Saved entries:
:::
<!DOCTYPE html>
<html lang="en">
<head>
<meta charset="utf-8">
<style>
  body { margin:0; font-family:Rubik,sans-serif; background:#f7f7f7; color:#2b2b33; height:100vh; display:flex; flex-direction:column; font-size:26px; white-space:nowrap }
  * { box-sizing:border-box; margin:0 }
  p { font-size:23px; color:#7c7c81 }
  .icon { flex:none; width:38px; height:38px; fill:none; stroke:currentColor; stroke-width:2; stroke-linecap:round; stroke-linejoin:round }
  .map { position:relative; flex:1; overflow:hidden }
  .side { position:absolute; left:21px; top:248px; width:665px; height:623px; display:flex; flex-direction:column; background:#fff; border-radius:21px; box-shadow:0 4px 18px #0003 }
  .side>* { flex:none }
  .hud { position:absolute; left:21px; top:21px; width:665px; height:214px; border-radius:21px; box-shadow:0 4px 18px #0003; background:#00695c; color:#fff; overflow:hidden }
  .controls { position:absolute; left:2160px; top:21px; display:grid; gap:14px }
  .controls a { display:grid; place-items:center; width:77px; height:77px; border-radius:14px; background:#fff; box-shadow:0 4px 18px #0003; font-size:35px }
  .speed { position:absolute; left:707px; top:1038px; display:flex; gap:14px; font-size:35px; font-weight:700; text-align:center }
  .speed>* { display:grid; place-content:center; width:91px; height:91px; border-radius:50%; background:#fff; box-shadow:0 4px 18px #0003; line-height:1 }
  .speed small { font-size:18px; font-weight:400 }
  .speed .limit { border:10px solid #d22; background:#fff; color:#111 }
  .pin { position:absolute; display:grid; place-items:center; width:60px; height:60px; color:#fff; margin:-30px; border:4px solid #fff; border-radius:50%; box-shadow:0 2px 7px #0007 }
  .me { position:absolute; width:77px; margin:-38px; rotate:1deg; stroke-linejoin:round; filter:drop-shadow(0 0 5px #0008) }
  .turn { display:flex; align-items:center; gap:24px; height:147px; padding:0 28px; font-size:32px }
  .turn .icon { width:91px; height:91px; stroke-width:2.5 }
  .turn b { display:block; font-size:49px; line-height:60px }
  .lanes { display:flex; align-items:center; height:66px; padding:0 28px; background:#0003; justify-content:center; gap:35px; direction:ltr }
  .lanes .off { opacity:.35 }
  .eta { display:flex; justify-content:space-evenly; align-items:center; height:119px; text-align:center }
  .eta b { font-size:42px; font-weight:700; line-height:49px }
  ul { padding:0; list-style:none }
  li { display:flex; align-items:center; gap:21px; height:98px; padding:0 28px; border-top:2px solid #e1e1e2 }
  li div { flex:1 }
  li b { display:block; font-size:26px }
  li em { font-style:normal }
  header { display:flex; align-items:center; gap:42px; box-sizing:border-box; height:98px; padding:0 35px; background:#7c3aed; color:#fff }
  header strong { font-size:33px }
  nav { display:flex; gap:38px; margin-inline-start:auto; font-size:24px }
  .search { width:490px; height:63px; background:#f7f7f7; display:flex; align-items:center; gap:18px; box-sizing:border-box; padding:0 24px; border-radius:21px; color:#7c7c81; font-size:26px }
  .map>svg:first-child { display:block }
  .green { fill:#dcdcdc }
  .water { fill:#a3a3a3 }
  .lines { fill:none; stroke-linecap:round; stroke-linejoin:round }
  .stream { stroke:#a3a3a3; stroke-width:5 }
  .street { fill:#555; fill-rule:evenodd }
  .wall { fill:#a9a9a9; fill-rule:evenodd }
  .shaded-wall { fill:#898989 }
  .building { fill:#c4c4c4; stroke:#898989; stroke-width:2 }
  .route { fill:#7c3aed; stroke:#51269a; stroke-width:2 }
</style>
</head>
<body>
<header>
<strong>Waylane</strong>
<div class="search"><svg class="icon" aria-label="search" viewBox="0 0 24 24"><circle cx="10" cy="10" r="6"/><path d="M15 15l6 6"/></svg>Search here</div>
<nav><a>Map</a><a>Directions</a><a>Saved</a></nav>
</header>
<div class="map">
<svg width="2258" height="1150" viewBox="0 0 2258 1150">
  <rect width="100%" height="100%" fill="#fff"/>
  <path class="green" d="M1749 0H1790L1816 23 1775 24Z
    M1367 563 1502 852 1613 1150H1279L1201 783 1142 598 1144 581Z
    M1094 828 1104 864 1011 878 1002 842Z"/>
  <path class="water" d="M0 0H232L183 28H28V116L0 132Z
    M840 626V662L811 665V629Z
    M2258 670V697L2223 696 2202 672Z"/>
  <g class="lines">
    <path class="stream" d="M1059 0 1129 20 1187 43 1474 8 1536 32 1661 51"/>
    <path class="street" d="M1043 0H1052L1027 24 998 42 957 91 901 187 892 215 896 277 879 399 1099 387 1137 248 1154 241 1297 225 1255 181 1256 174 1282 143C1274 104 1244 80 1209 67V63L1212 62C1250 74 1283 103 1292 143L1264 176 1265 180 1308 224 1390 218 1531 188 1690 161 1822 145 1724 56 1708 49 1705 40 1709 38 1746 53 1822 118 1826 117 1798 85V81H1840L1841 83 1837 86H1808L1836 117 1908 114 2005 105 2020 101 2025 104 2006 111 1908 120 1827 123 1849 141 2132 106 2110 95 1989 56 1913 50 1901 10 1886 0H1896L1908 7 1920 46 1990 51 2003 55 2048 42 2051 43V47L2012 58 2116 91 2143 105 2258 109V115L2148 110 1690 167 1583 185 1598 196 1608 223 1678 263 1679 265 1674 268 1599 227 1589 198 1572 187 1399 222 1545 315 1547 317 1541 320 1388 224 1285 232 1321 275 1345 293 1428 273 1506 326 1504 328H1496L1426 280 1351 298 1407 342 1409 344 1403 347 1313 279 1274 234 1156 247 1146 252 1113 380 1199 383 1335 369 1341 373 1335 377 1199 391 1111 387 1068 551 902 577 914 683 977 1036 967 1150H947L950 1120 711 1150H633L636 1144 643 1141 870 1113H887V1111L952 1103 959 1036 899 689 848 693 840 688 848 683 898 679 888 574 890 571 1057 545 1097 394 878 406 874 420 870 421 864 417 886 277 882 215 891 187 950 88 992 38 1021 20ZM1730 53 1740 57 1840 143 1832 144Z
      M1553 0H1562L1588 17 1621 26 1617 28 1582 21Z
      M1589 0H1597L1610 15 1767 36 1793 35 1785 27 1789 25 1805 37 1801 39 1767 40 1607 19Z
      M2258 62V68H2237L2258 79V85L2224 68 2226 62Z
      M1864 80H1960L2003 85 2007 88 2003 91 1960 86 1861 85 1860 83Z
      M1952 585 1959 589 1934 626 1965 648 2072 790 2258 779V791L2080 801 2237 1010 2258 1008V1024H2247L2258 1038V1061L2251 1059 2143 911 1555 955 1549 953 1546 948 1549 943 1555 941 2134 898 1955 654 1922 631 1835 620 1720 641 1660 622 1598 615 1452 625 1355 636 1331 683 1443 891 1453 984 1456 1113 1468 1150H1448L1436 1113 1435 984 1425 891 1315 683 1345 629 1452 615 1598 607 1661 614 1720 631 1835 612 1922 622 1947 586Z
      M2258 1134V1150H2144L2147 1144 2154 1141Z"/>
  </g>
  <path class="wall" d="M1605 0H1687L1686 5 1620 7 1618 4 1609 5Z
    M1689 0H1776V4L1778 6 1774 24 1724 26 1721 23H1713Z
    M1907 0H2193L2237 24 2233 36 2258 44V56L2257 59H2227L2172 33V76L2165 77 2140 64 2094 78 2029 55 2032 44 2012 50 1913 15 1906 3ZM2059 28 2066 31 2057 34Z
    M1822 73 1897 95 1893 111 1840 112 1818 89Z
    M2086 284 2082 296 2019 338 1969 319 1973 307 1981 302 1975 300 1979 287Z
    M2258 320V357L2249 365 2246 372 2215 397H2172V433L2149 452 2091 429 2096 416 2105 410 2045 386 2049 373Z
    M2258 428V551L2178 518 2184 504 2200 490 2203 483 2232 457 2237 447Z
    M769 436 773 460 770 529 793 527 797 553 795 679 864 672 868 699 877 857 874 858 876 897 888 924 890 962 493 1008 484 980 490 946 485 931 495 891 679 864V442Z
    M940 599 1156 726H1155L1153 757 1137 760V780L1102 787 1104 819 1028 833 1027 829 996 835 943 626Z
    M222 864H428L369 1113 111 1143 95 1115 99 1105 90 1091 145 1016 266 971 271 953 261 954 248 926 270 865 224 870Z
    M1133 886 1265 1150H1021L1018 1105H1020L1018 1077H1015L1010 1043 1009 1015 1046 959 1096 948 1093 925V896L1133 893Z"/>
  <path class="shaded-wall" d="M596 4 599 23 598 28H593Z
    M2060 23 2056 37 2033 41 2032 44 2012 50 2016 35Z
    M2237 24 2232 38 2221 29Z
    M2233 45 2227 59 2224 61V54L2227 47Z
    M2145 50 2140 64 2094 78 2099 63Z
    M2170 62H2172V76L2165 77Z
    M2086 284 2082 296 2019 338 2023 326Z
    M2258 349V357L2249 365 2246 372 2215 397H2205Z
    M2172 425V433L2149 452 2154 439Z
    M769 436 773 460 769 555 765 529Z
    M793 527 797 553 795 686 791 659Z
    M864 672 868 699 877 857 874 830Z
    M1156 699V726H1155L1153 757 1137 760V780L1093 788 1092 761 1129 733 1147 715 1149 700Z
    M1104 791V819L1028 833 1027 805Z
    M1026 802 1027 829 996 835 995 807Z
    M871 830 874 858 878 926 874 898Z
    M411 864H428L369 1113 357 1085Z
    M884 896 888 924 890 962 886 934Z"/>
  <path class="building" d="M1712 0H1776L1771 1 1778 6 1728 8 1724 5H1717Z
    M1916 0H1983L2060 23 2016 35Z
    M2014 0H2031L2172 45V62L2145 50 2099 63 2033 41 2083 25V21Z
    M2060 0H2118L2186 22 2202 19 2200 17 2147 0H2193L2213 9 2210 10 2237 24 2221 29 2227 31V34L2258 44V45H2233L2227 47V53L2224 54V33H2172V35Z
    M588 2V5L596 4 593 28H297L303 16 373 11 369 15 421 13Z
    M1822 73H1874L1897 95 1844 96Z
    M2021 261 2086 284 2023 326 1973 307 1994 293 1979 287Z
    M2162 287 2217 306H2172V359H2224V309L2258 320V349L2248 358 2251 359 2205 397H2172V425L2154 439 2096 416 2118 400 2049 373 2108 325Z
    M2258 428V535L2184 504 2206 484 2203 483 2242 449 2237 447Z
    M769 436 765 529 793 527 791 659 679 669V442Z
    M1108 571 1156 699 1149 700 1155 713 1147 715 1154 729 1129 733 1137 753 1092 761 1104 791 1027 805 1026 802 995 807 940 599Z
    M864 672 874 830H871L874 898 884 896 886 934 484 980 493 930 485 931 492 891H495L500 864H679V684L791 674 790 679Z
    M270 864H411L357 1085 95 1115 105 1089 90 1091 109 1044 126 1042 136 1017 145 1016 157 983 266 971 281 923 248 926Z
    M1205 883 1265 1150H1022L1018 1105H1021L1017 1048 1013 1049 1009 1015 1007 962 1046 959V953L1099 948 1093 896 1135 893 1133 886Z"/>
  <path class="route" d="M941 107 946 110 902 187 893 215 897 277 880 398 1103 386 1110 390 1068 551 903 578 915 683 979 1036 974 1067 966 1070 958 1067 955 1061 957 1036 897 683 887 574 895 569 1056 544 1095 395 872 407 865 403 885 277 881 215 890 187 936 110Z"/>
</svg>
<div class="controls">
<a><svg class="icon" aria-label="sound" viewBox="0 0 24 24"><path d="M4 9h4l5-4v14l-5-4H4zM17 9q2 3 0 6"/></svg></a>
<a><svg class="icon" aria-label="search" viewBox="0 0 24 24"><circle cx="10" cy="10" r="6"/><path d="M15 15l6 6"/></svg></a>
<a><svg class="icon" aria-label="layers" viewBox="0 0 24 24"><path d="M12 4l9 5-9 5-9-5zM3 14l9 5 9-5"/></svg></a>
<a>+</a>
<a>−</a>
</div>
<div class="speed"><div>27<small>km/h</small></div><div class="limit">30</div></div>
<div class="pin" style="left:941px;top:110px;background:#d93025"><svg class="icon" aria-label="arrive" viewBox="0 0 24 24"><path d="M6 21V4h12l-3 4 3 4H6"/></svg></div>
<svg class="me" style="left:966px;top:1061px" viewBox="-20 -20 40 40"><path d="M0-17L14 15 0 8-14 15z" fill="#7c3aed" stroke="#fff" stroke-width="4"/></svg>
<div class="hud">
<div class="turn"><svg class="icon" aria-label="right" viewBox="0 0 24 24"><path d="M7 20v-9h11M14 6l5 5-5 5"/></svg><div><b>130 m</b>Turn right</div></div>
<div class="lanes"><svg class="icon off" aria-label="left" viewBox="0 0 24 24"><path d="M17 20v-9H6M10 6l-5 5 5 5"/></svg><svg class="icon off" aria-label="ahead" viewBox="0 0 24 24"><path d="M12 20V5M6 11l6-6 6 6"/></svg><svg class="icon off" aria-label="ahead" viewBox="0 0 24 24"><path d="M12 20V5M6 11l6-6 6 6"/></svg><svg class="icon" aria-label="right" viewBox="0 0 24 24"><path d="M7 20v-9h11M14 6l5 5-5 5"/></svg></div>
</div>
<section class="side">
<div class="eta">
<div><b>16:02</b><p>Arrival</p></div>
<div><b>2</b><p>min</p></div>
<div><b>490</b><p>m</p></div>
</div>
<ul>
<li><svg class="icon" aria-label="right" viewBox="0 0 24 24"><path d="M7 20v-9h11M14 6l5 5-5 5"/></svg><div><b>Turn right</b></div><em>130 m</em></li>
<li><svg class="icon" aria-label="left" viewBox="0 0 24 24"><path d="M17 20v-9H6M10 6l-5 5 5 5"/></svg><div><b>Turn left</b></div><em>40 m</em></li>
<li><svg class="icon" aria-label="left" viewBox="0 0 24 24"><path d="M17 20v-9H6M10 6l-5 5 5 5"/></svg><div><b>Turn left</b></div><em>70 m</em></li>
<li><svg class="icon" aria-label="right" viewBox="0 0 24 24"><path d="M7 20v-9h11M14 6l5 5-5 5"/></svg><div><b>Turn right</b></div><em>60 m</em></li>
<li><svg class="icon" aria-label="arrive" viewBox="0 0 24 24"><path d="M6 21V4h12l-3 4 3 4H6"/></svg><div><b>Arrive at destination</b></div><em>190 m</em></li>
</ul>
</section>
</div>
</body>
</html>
:::
▶ TASK TO CARRY OUT
Return each line from the entries above that includes "hidden".

▶ SOLUTION FOR THIS EXERCISE
  .map { position:relative; flex:1; overflow:hidden }
  .hud { position:absolute; left:21px; top:21px; width:665px; height:214px; border-radius:21px; box-shadow:0 4px 18px #0003; background:#00695c; color:#fff; overflow:hidden }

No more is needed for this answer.